A strong second-order sequential optimality condition for nonlinear programming problems
Huimin Li, Yuya Yamakawa, Ellen H. Fukuda, Nobuo Yamashita
TL;DR
Addresses nonlinear programming without constraint qualifications by proposing a strong second-order sequential necessary condition, $\\tilde{S}$-SAKKT2. The paper proves $\\tilde{S}$-SAKKT2 is stronger than both AKKT2 and $\\tilde{C}$-SAKKT2 and is a genuine necessary condition for local minima. It develops a quartic-penalty based penalty method and an augmented-Lagrangian method that generate sequences whose accumulation points satisfy $\\tilde{S}$-SAKKT2 under mild assumptions.
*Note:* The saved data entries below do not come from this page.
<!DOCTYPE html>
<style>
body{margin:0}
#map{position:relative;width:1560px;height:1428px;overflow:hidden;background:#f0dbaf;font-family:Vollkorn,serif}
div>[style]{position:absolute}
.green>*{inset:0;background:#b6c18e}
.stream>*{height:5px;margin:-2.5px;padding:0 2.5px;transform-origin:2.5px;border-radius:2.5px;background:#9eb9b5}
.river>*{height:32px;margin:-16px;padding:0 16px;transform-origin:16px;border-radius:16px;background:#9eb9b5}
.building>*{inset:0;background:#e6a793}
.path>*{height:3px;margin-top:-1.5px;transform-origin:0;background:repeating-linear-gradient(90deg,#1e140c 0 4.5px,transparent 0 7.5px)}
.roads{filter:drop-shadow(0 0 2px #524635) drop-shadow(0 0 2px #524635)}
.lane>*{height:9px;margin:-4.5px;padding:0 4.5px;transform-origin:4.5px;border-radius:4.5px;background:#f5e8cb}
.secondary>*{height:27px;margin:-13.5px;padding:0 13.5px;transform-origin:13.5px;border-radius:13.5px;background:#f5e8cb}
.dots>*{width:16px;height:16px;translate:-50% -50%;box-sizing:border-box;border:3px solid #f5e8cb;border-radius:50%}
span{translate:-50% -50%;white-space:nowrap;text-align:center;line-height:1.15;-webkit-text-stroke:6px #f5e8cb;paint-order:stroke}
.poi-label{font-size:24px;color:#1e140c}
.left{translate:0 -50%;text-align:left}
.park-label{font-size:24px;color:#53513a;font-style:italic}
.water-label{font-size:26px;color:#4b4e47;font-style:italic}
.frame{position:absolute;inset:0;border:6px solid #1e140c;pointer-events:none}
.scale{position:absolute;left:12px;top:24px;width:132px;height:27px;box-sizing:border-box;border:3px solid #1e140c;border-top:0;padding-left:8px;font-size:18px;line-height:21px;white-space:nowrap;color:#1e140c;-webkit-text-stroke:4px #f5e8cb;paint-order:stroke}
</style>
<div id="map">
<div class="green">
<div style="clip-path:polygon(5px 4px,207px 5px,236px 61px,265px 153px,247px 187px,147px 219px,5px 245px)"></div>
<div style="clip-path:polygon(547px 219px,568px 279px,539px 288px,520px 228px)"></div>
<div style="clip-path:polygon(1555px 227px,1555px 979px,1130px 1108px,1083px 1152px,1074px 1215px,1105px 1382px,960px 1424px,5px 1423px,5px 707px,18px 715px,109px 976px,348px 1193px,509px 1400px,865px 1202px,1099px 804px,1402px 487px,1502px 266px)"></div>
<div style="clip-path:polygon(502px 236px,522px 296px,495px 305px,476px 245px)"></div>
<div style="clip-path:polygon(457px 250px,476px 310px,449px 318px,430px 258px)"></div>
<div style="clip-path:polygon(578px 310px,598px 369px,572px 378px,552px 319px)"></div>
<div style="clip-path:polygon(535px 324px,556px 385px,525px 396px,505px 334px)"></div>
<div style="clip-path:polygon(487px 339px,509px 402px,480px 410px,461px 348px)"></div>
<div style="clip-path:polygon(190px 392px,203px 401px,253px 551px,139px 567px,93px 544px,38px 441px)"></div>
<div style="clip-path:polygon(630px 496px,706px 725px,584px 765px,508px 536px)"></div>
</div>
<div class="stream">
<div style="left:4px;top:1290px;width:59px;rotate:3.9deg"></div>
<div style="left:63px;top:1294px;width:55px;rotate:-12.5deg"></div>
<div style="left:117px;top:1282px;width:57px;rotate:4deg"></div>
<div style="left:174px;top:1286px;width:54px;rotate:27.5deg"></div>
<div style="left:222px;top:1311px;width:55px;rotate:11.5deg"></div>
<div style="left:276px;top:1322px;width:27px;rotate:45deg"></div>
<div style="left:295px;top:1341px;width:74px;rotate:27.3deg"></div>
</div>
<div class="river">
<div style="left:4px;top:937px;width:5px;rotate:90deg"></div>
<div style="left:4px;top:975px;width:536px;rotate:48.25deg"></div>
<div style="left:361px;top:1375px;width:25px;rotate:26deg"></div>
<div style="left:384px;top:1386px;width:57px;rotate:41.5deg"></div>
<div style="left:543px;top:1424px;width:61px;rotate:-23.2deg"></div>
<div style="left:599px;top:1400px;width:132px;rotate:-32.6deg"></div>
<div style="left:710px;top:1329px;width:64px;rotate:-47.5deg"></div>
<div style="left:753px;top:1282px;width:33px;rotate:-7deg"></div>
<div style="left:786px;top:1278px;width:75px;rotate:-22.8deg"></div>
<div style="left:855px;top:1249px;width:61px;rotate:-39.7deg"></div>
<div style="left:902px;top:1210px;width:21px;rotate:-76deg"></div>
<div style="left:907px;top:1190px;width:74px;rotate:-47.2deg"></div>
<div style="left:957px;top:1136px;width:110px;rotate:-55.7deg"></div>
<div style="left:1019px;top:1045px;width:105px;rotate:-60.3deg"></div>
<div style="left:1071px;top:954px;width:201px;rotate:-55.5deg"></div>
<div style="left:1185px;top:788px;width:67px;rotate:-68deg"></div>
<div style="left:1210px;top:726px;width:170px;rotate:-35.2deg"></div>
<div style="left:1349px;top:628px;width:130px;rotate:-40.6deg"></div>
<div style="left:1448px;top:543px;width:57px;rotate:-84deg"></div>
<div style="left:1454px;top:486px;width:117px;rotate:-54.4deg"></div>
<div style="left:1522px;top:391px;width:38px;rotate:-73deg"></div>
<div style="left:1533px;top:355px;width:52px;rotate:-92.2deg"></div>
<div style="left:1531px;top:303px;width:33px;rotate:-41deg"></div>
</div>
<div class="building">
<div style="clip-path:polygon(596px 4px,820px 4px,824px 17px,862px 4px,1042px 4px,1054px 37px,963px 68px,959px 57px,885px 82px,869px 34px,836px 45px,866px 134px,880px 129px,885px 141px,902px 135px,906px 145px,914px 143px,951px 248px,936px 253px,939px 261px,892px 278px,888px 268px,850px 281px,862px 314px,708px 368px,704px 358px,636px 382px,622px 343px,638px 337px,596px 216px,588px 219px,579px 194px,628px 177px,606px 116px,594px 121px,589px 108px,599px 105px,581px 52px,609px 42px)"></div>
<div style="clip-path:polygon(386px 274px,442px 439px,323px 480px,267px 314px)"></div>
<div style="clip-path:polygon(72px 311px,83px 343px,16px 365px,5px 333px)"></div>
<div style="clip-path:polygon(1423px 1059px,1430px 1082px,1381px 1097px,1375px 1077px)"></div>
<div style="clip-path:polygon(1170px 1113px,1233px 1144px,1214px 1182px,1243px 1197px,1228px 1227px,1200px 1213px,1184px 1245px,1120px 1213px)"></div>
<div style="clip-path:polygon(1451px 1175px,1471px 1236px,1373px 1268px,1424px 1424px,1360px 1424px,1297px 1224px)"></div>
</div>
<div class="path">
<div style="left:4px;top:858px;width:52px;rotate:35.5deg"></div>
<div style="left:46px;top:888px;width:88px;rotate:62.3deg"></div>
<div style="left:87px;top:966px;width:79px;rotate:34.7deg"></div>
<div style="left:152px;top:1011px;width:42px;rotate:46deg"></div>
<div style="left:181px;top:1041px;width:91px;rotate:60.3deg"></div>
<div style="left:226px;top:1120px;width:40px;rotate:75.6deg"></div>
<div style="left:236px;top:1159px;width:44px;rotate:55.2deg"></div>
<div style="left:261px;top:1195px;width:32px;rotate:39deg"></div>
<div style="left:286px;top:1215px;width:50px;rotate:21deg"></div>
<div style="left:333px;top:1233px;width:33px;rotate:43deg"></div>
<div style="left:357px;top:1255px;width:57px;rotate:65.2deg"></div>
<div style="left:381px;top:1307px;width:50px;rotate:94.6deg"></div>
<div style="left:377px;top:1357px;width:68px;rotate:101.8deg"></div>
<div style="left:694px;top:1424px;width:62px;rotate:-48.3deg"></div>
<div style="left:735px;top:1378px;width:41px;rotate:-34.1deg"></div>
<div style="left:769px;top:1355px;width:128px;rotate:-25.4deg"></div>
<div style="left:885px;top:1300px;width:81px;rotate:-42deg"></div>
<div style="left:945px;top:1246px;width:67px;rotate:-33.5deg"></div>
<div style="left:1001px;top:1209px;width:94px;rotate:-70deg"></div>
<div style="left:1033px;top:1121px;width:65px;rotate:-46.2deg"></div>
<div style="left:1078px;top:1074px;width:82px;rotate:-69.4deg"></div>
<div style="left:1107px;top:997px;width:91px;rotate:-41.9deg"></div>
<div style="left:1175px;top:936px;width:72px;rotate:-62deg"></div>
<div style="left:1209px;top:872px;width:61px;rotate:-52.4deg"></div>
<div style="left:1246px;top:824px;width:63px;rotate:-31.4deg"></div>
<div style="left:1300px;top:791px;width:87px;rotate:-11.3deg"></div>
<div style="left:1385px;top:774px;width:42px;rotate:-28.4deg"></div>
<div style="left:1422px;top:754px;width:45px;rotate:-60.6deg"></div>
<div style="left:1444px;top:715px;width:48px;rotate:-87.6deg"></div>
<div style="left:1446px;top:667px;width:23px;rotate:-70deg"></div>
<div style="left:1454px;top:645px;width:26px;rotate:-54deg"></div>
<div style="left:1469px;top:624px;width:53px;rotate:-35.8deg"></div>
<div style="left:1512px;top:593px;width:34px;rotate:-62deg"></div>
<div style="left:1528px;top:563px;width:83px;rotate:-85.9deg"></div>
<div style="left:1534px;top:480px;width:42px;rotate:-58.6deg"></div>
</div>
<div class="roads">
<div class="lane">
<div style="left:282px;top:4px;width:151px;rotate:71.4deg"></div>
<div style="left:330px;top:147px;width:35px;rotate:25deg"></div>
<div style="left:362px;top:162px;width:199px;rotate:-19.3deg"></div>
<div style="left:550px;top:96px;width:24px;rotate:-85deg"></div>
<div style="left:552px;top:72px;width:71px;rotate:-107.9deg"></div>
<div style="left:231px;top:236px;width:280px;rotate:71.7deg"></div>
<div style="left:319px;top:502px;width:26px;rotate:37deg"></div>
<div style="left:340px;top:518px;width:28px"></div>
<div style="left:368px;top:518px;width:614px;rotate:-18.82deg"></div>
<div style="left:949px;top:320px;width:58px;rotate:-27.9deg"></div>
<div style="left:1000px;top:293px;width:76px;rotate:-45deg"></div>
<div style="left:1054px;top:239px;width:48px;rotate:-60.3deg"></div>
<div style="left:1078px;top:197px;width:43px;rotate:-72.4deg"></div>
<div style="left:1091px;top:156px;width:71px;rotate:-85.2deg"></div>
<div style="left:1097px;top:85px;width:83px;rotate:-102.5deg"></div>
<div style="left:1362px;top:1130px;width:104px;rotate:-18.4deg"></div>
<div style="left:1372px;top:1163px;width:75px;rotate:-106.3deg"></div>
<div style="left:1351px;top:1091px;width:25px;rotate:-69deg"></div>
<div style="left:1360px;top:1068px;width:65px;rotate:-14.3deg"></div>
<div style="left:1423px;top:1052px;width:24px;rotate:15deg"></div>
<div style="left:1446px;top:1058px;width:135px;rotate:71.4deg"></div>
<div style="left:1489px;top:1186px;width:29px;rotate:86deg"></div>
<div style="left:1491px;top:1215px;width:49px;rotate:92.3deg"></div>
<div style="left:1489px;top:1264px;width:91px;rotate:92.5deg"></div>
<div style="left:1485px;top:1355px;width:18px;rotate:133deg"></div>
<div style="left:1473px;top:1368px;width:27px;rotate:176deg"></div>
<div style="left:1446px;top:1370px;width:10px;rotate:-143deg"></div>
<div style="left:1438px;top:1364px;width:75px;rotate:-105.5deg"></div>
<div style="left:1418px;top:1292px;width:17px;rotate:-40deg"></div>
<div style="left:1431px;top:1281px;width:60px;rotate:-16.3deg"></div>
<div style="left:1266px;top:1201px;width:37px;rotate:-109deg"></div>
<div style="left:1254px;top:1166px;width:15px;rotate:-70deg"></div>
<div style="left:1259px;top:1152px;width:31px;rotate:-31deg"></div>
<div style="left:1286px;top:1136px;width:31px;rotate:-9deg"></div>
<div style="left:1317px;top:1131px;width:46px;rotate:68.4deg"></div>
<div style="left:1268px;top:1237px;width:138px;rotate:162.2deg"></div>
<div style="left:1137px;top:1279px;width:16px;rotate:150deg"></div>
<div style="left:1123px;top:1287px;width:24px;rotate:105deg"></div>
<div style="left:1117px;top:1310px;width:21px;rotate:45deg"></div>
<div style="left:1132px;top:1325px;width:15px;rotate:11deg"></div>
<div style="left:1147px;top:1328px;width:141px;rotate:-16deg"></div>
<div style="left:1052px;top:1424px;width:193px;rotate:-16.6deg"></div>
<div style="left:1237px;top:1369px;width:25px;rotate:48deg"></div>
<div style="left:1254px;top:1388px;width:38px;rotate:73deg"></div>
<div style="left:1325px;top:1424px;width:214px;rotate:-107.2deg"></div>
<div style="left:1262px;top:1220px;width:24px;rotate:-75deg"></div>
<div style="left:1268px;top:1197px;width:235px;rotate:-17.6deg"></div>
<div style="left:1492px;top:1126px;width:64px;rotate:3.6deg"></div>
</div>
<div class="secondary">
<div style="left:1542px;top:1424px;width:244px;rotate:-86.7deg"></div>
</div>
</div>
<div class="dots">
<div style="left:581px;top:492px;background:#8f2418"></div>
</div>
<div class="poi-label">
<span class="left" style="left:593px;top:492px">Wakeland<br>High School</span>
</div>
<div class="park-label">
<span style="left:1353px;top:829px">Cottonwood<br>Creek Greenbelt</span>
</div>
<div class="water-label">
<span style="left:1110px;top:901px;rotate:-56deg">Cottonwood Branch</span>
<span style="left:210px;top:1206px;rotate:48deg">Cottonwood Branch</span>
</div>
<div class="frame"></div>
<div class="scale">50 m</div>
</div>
These results broaden CQ-free optimality guarantees and suggest future work on SQP and CAKKT-based variants.
Abstract
Most numerical methods developed for solving nonlinear programming problems are designed to find points that satisfy certain optimality conditions. While the Karush-Kuhn-Tucker conditions are well-known, they become invalid when constraint qualifications (CQ) are not met. Recent advances in sequential optimality conditions address this limitation in both first- and second-order cases, providing genuine optimality guarantees at local optima, even when CQs do not hold. However, some second-order sequential optimality conditions still require some restrictive conditions on constraints in the recent literature. In this paper, we propose a new strong second-order sequential optimality condition without CQs. We also show that a penalty-type method and an augmented Lagrangian method generate points satisfying these new optimality conditions.